The welly library was developed by Agile Geoscience to help with loading, processing and analysing well log data from a single well or multiple wells. The library allows exploration of the meta data found within the headers of las files and also contains a plotting function to display a typical well log. Additionally, the welly library contains tools for identifying and handling data quality issues.

The Welly library can be found at the Agile Geoscience GitHub at https://github.com/agile-geoscience/welly

In this short tutorial we will see how to load a well from the Volve field and exploring some of the functionality available within this library.

The Dataset

The dataset we are using comes from the publicly available Equinor Volve Field dataset released in 2018. The file used in this tutorial is from well 15/19-F1B. Details on the Volve Dataset can be found here.

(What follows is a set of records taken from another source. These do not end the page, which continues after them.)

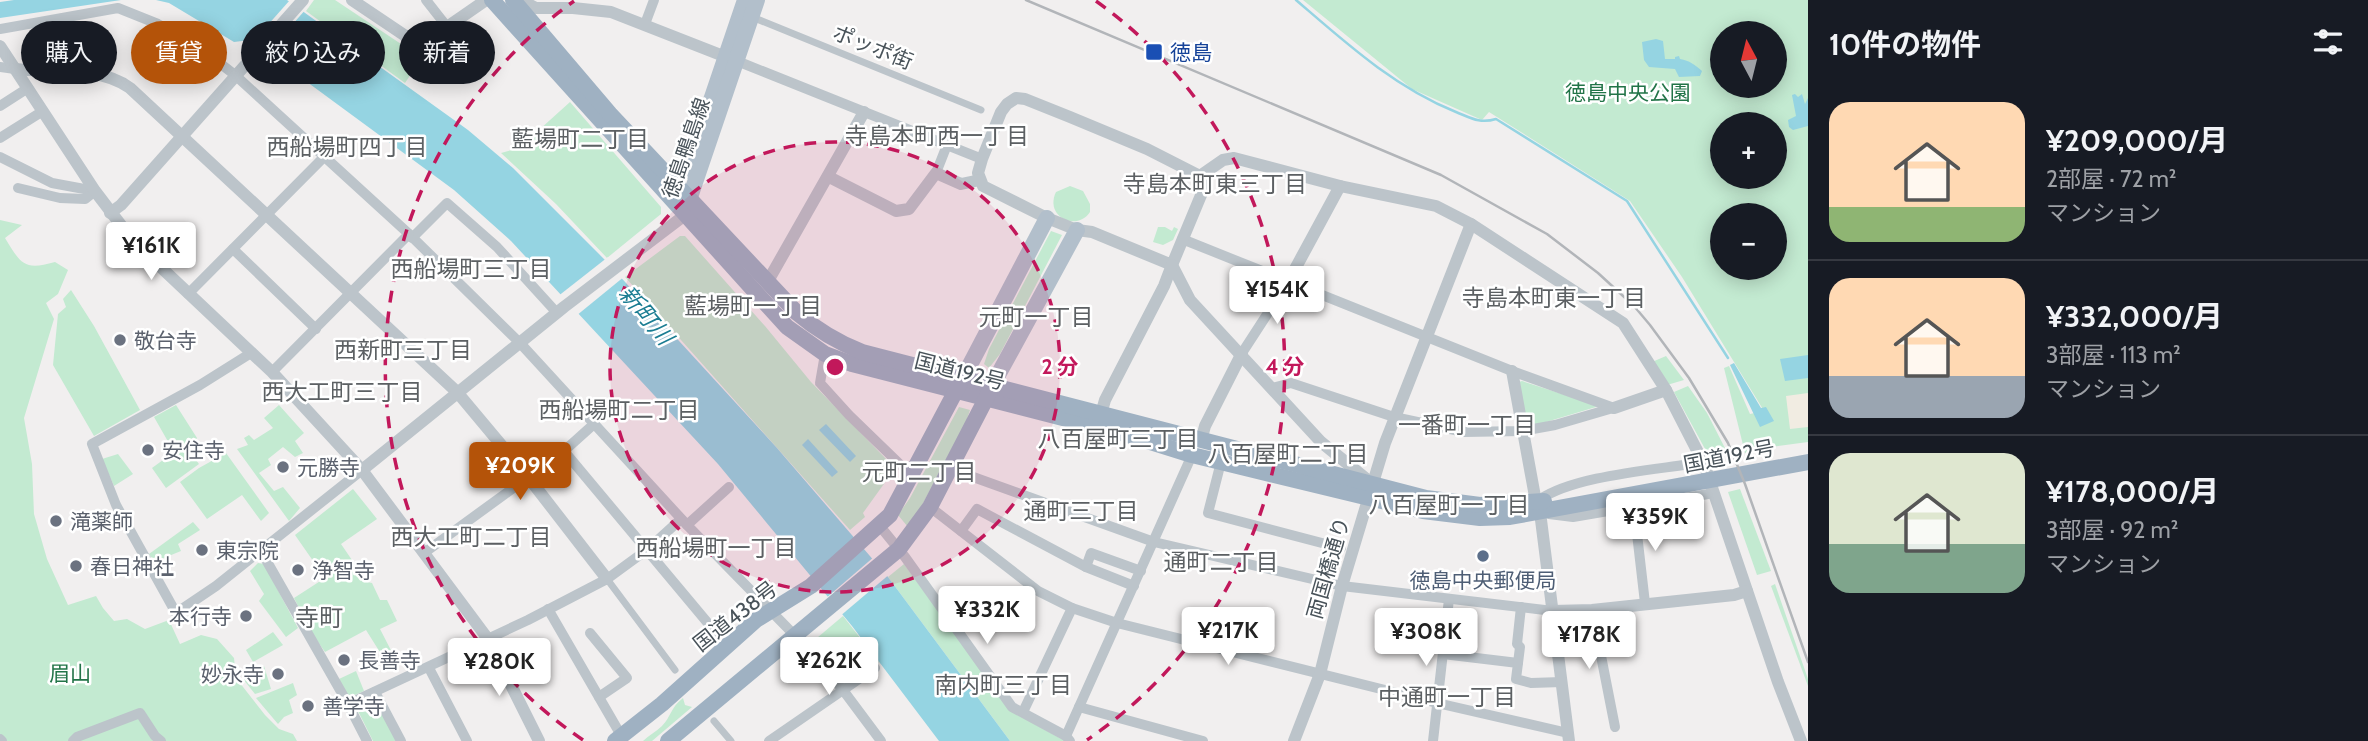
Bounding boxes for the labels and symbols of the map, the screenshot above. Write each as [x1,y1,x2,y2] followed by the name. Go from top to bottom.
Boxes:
[829,20,917,74] street label: ポッポ街
[1710,21,1787,98] north arrow
[1170,40,1212,65] place label: 徳島
[1144,42,1164,62] marker: 徳島
[1565,80,1691,105] park label: 徳島中央公園
[657,94,715,202] street label: 徳島鴨島線
[845,122,1029,150] district label: 寺島本町西一丁目
[511,125,649,153] district label: 藍場町二丁目
[267,133,428,161] district label: 西船場町四丁目
[1123,170,1307,198] district label: 寺島本町東三丁目
[102,222,200,282] pin: ¥161K
[391,255,552,283] district label: 西船場町三丁目
[1228,266,1326,326] pin: ¥154K
[613,280,681,353] water label: 新町川
[1462,284,1646,312] district label: 寺島本町東一丁目
[684,292,822,320] district label: 藍場町一丁目
[979,303,1094,331] district label: 元町一丁目
[134,328,197,353] place label: 敬台寺
[112,332,128,348] marker: 敬台寺
[334,336,472,364] district label: 西新町三丁目
[912,348,1008,394] street label: 国道192号
[1042,354,1078,379] text: 2 分
[1266,354,1304,379] text: 4 分
[823,355,847,379] centre of rings
[262,378,423,406] district label: 西大工町三丁目
[539,396,700,424] district label: 西船場町二丁目
[1398,411,1536,439] district label: 一番町一丁目
[1038,425,1199,453] district label: 八百屋町三丁目
[1681,435,1777,477] street label: 国道192号
[162,438,225,463] place label: 安住寺
[1208,440,1369,468] district label: 八百屋町二丁目
[140,442,156,458] marker: 安住寺
[471,442,569,502] pin: ¥209K
[297,455,360,480] place label: 元勝寺
[862,458,977,486] district label: 元町二丁目
[275,459,291,475] marker: 元勝寺
[1369,491,1530,519] district label: 八百屋町一丁目
[1606,494,1704,553] pin: ¥359K
[1024,497,1139,525] district label: 通町三丁目
[70,509,133,534] place label: 滝薬師
[48,513,64,529] marker: 滝薬師
[1302,514,1354,622] street label: 両国橋通り
[391,523,552,551] district label: 西大工町二丁目
[636,534,797,562] district label: 西船場町一丁目
[216,538,279,563] place label: 東宗院
[194,542,210,558] marker: 東宗院
[1164,548,1279,576] district label: 通町二丁目
[1475,548,1491,564] marker: 徳島中央郵便局
[90,554,174,579] place label: 春日神社
[68,558,84,574] marker: 春日神社
[312,558,375,583] place label: 浄智寺
[290,562,306,578] marker: 浄智寺
[1410,568,1557,593] place label: 徳島中央郵便局
[688,576,782,656] street label: 国道438号
[938,586,1036,646] pin: ¥332K
[295,603,343,632] district label: 寺町
[169,604,232,629] place label: 本行寺
[238,608,254,624] marker: 本行寺
[1179,608,1277,667] pin: ¥217K
[1377,608,1475,668] pin: ¥308K
[1540,612,1638,671] pin: ¥178K
[450,638,548,698] pin: ¥280K
[780,638,878,697] pin: ¥262K
[358,648,421,673] place label: 長善寺
[336,652,352,668] marker: 長善寺
[49,661,91,686] park label: 眉山
[201,662,264,687] place label: 妙永寺
[270,666,286,682] marker: 妙永寺
[934,671,1072,699] district label: 南内町三丁目
[1378,683,1516,711] district label: 中通町一丁目
[322,694,385,719] place label: 善学寺
[300,698,316,714] marker: 善学寺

This tutorial forms part of my Python and Petrophysics series. Links to previous articles can be found here.

The notebook accompanying this article can found within the GitHub Repository at: https://github.com/andymcdgeo/Petrophysics-Python-Series

Importing Libraries and Data

The first step in this tutorial will be to load in the required modules, Well and Curve, from the Welly libray. These modules are used to work with well log data and with individual curves.

from welly import Well
from welly import Curve
    
import matplotlib.pyplot as plt

Our LAS file can be loaded in using the Well.from_las() method. This will create a new well object.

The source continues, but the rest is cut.